Référence neutre : [1979] 1 R.C.S. 521 ?
Identifiant URN:LEX : urn:lex;ca;cour.supreme;arret;1978-12-21;.1979..1.r.c.s..521 ?

Analyses :

Droit criminel - Pratique - Poursuite par voie de mise en accusation - Condition préalable - Déclaration de culpabilité antérieure - Code criminel, S.R.C. 1970, chap. C-34, modifié par S.R.C. 1970 (2e Supp.), chap. 2, art. 133(3), 133(7), 591.

Aux termes du par. 133(3) du Code criminel, quiconque omet de se conformer à une condition de sa promesse ou de son engagement «est coupable a) d’un acte criminel …, ou b) d’une infraction punissable sur déclaration sommaire de culpabilité». Le paragraphe 133(7) dispose cependant que «lorsqu’un prévenu est inculpé d’une infraction en vertu du paragraphe (3) …, il ne doit pas être poursuivi par voie de mise en accusation à moins qu’il n’ait antérieurement été déclaré coupable d’une infraction en vertu du présent article». En l’espèce, le ministère public a poursuivi par voie de mise en accusation mais n’a pas prouvé l’existence d’une déclaration de culpabilité antérieure. Se fondant sur ce motif, le juge du procès a acquitté l’appelant. La Cour d’appel a annulé l’acquittement au motif que l’absence de déclaration de culpabilité antérieure ne disculpait pas l’accusé. De là le pourvoi devant cette Cour.
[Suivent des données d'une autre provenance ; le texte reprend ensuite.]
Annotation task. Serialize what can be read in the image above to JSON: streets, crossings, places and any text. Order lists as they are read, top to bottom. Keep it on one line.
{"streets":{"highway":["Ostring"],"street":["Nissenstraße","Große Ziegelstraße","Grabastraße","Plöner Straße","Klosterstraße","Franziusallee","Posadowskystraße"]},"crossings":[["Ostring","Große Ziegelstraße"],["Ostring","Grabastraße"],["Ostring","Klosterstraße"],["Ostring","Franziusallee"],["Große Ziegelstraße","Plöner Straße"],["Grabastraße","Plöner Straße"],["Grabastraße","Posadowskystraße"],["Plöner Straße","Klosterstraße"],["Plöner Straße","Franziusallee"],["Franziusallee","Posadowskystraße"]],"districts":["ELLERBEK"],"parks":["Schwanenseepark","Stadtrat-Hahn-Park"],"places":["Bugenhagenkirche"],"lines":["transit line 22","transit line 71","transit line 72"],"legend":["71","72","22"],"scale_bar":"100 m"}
Arrêt: Le pourvoi doit être accueilli.

Les termes impératifs du par. 133(7) indiquent clairement que la preuve d’une condamnation antérieure est une condition préalable à toute poursuite par voie de mise en accusation et, à cet égard, détermine la compétence. Cela ne veut pas dire que la preuve d’une condamnation antérieure doit être produite avant la mise en accusation mais plutôt que le procès lui-même ne peut être mené comme le procès d’un acte criminel tant que le ministère public n’a pas fourni la preuve d’une condamnation antérieure au sens de l’art. 133.
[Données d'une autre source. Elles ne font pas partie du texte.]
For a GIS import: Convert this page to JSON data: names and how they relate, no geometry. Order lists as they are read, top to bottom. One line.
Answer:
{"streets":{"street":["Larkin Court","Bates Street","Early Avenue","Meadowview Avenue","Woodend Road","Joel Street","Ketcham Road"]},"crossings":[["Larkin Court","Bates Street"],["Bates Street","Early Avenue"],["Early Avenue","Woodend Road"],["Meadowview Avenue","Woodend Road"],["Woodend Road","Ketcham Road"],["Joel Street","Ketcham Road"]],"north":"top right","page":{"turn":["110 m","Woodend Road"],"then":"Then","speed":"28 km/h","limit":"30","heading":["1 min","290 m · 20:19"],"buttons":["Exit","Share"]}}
POURVOI à l’encontre d’un arrêt de la Cour d’appel du Québec annulant l’acquittement prononcé par le juge du procès. Pourvoi accueilli.

Bernard Lamarche, pour l’appelant.

Louis-Guy Robichaud, pour l’intimée.

[Page 522]

Le jugement de la Cour a été rendu par

LE JUGE EN CHEF — Ce pourvoi porte sur une question très limitée mais d’importance. Il s’agit d’un appel de plein droit car la Cour d’appel du Québec a infirmé l’acquittement de l’accusé sur deux accusations portées en vertu de l’al. 133(3)a) du Code criminel. L’acquittement était fondé sur le défaut du ministère public d’établir que l’accusé avait antérieurement été déclaré coupable d’une infraction à l’art. 133, alors que c’était essentiel à son droit de poursuivre par voie de mise en accusation aux termes du par. 133(7).
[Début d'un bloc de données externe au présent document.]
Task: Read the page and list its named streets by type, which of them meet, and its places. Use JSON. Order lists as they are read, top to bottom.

Le paragraphe 133(3) prévoit:

133. …

(3) Est coupable

a) d’un acte criminel et passible d’un emprisonnement de deux ans, ou

b) d’une infraction punissable sur déclaration sommaire de culpabilité,

quiconque, étant en liberté sur sa promesse remise ou son engagement contracté devant un juge de paix ou un juge et étant tenu de se conformer à une condition de cette promesse ou de cet engagement fixée par un juge de paix ou un juge, omet, sans excuse légitime, dont la preuve lui incombe, de se conformer à cette condition.

Les accusations ont été expressément portées en vertu de l’al. 133(3)a) et exposent donc l’accusé à une peine plus sévère que s’il avait été inculpé d’infractions punissables sur déclaration sommaire de culpabilité. Le paragraphe 133(7), la disposition centrale dans cette affaire, se lit comme suit:

133. …

(7) Nonobstant toute autre disposition du présent article, lorsqu’un prévenu est inculpé d’une infraction en vertu du paragraphe (3), (4) ou (5), il ne doit pas être poursuivi par voie de mise en accusation à moins qu’il n’ait antérieurement été déclaré coupable d’une infraction en vertu du présent article.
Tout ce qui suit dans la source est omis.